No stranger to taking on the harsh terrain as a regular motorcycle competitor in the Finke Desert Race, Harrison was sitting in third position in his class in the 2021 event when the hidden danger of off-road rallying reared its head.
Harrison had not long finished his first fuel stop, about 80 km into the 230 km course and had just started to “settle in” to his next leg.

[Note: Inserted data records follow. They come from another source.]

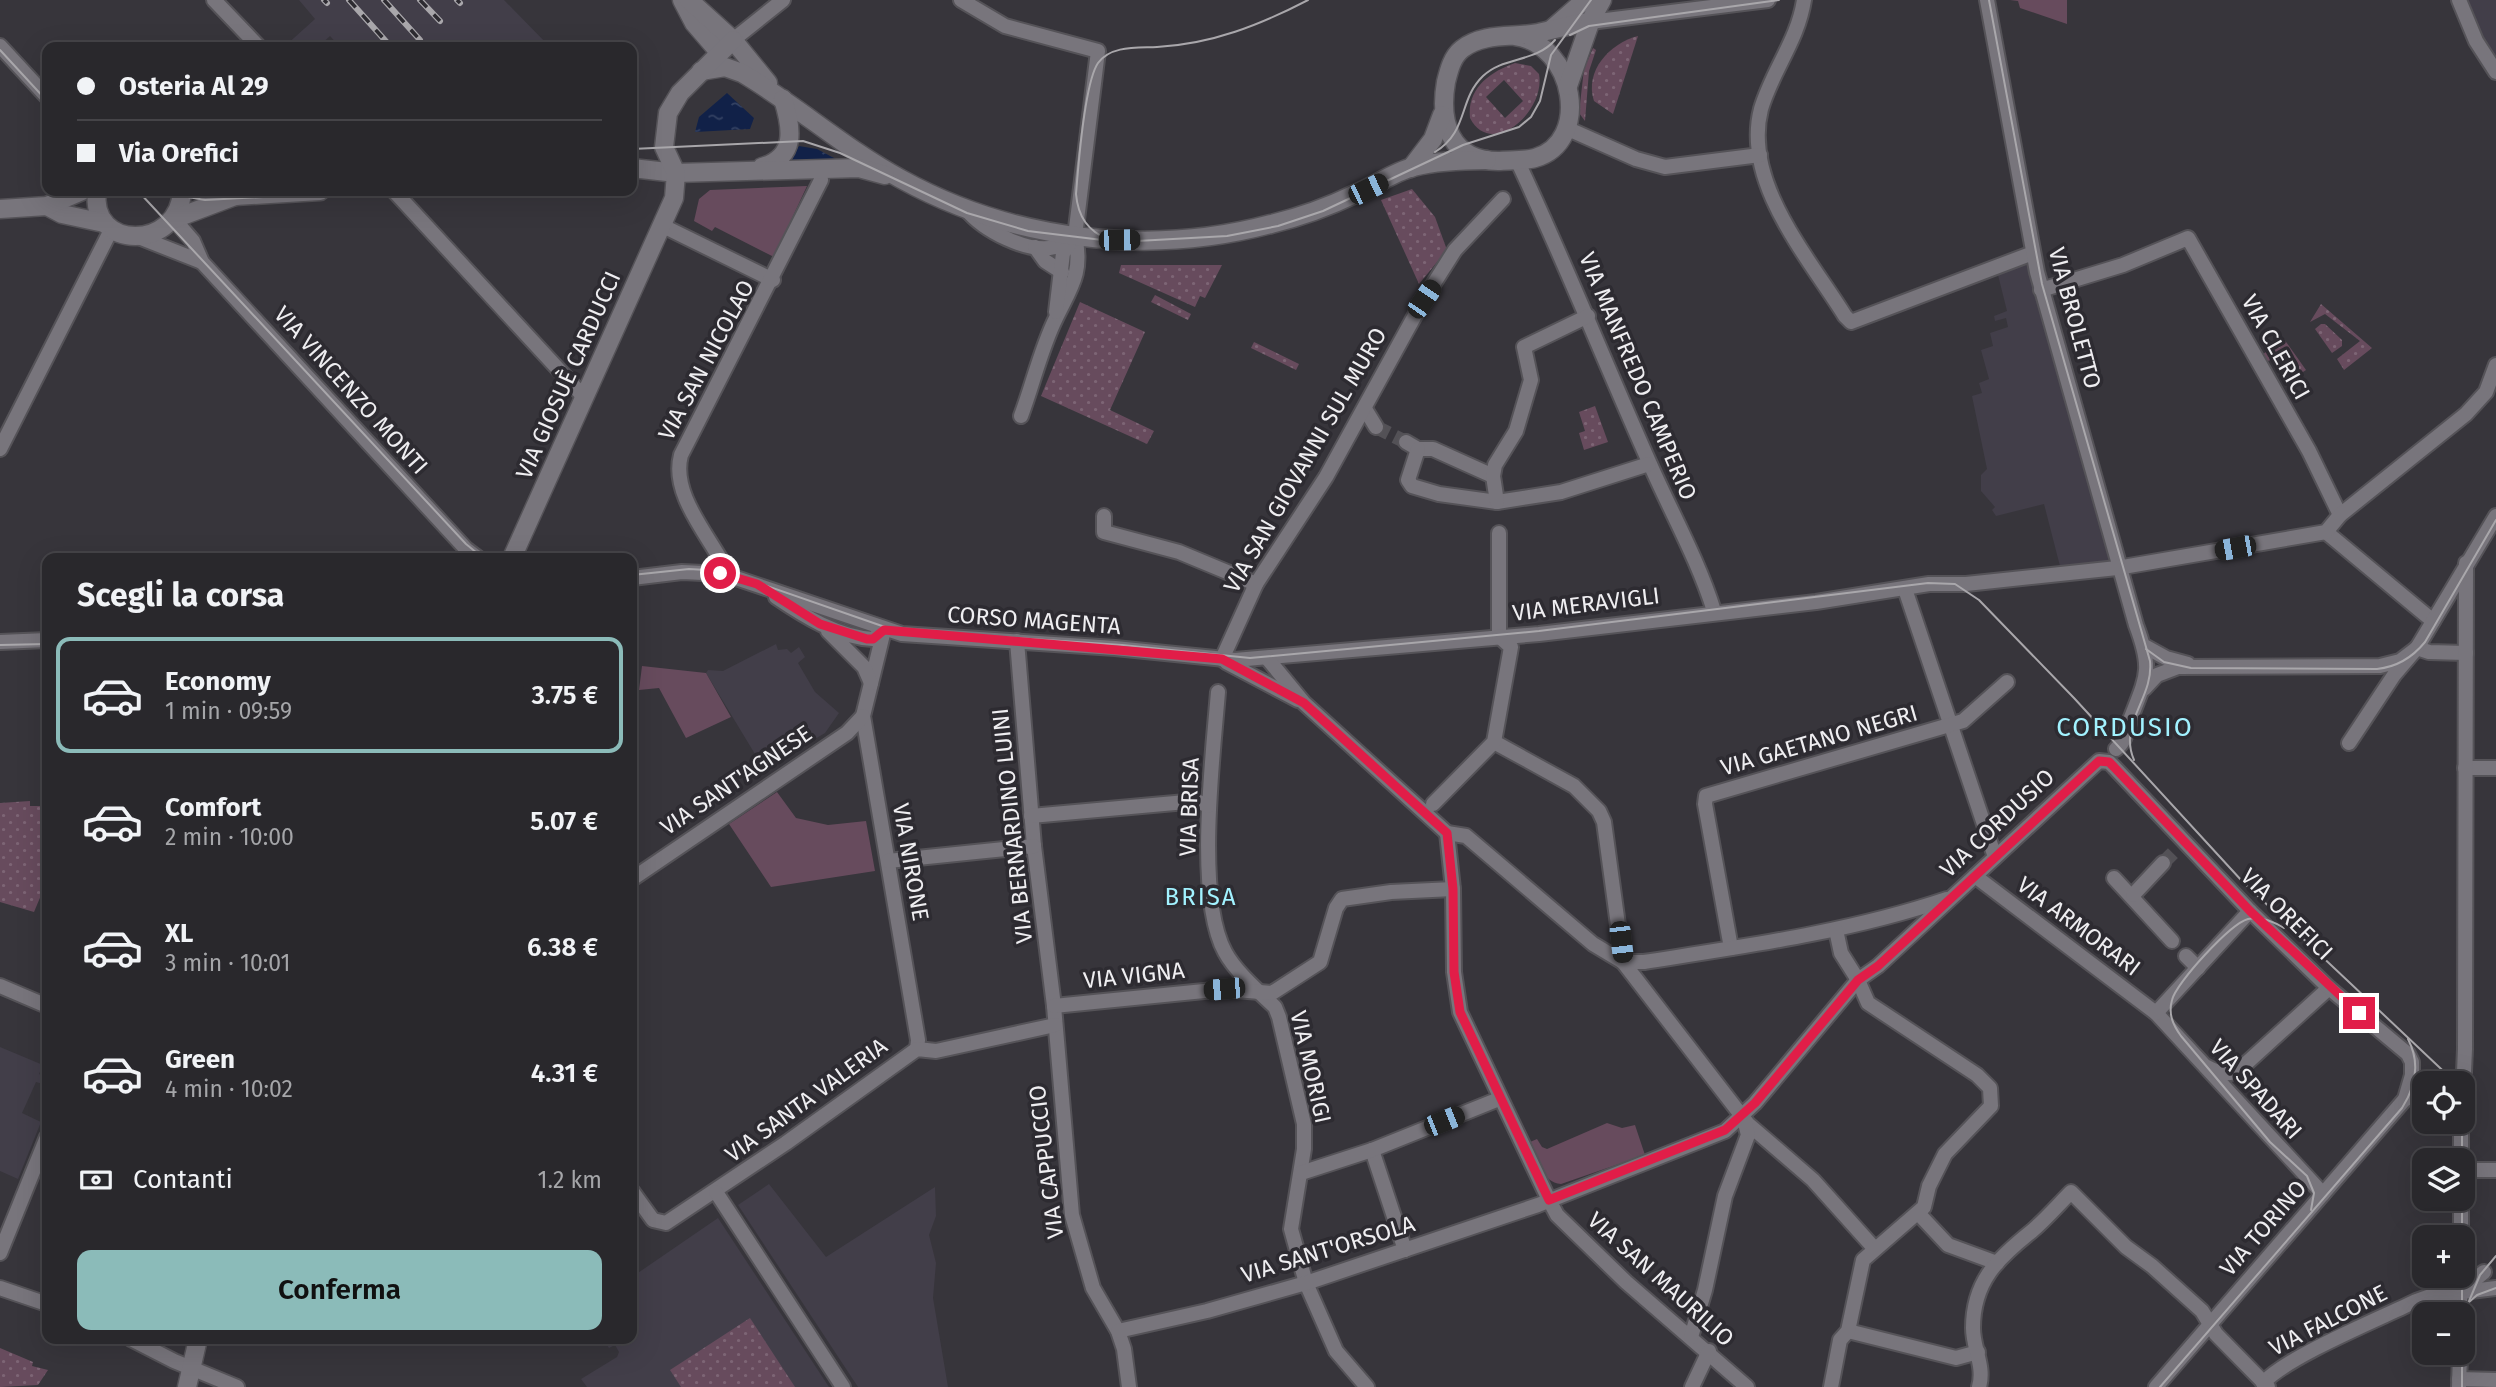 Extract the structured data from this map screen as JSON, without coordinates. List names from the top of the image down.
{
  "streets": {
    "street": [
      "VIA BROLETTO",
      "VIA CLERICI",
      "VIA SAN NICOLAO",
      "VIA GIOSUÈ CARDUCCI",
      "VIA MANFREDO CAMPERIO",
      "VIA VINCENZO MONTI",
      "VIA SAN GIOVANNI SUL MURO",
      "VIA MERAVIGLI",
      "CORSO MAGENTA",
      "VIA GAETANO NEGRI",
      "VIA SANT'AGNESE",
      "VIA BRISA",
      "VIA CORDUSIO",
      "VIA BERNARDINO LUINI",
      "VIA NIRONE",
      "VIA OREFICI",
      "VIA ARMORARI",
      "VIA VIGNA",
      "VIA MORIGI",
      "VIA SPADARI",
      "VIA SANTA VALERIA",
      "VIA CAPPUCCIO",
      "VIA TORINO",
      "VIA SANT'ORSOLA",
      "VIA SAN MAURILIO",
      "VIA FALCONE"
    ]
  },
  "crossings": [
    ["VIA BROLETTO", "VIA CLERICI"],
    ["VIA BROLETTO", "VIA MERAVIGLI"],
    ["VIA SAN NICOLAO", "CORSO MAGENTA"],
    ["VIA MANFREDO CAMPERIO", "VIA MERAVIGLI"],
    ["VIA SAN GIOVANNI SUL MURO", "VIA MERAVIGLI"],
    ["VIA SAN GIOVANNI SUL MURO", "CORSO MAGENTA"],
    ["VIA MERAVIGLI", "CORSO MAGENTA"],
    ["CORSO MAGENTA", "VIA BERNARDINO LUINI"],
    ["CORSO MAGENTA", "VIA NIRONE"],
    ["VIA SANT'AGNESE", "VIA NIRONE"],
    ["VIA BRISA", "VIA VIGNA"],
    ["VIA BRISA", "VIA MORIGI"],
    ["VIA CORDUSIO", "VIA OREFICI"],
    ["VIA CORDUSIO", "VIA ARMORARI"],
    ["VIA CORDUSIO", "VIA SANT'ORSOLA"],
    ["VIA BERNARDINO LUINI", "VIA VIGNA"],
    ["VIA BERNARDINO LUINI", "VIA CAPPUCCIO"],
    ["VIA NIRONE", "VIA SANTA VALERIA"],
    ["VIA OREFICI", "VIA TORINO"],
    ["VIA ARMORARI", "VIA SPADARI"],
    ["VIA VIGNA", "VIA MORIGI"],
    ["VIA VIGNA", "VIA CAPPUCCIO"],
    ["VIA MORIGI", "VIA SANT'ORSOLA"],
    ["VIA SPADARI", "VIA TORINO"],
    ["VIA SANTA VALERIA", "VIA CAPPUCCIO"],
    ["VIA CAPPUCCIO", "VIA SANT'ORSOLA"],
    ["VIA SANT'ORSOLA", "VIA SAN MAURILIO"]
  ],
  "districts": ["CORDUSIO", "BRISA"],
  "page": {
    "banner": ["Osteria Al 29", "Via Orefici"],
    "heading": "Scegli la corsa",
    "list": [
      {
        "name": "Economy",
        "note": "1 min · 09:59",
        "value": "3.75 €"
      },
      {
        "name": "Comfort",
        "note": "2 min · 10:00",
        "value": "5.07 €"
      },
      {
        "name": "XL",
        "note": "3 min · 10:01",
        "value": "6.38 €"
      },
      {
        "name": "Green",
        "note": "4 min · 10:02",
        "value": "4.31 €"
      }
    ],
    "map_buttons": ["+", "−"],
    "pay": ["Contanti", "1.2 km"],
    "buttons": "Conferma"
  }
}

“I was going through what I call the rollers, which is some easy terrain, rolling hills and I went through a bit of a bull-dust patch,” Harrison recalled.
“I didn’t see inside the bull-dust there was a huge rock that I hit at speed, I was probably doing about 120 km/h.
“The rock just threw the bike and just catapulted me and then I hit the ground.
“A spectator told me that the bike hit me and it folded me and that’s what did the damage.”
Harrison’s injuries were severe.
He suffered a life-altering spinal cord injury, which would result in permanent paralysis from the waist down.
The Brisbane rider also shattered his leg, broke ribs and his wrist, smashed his shoulder and suffered a collapsed lung.
Harrison would then lie waiting in the desert for a helicopter to fly him to Alice Springs. But the first helicopter which arrived was not suitable for a spinal injury patient, so he had to wait another 40 minutes for one which was equipped to transport him lying down.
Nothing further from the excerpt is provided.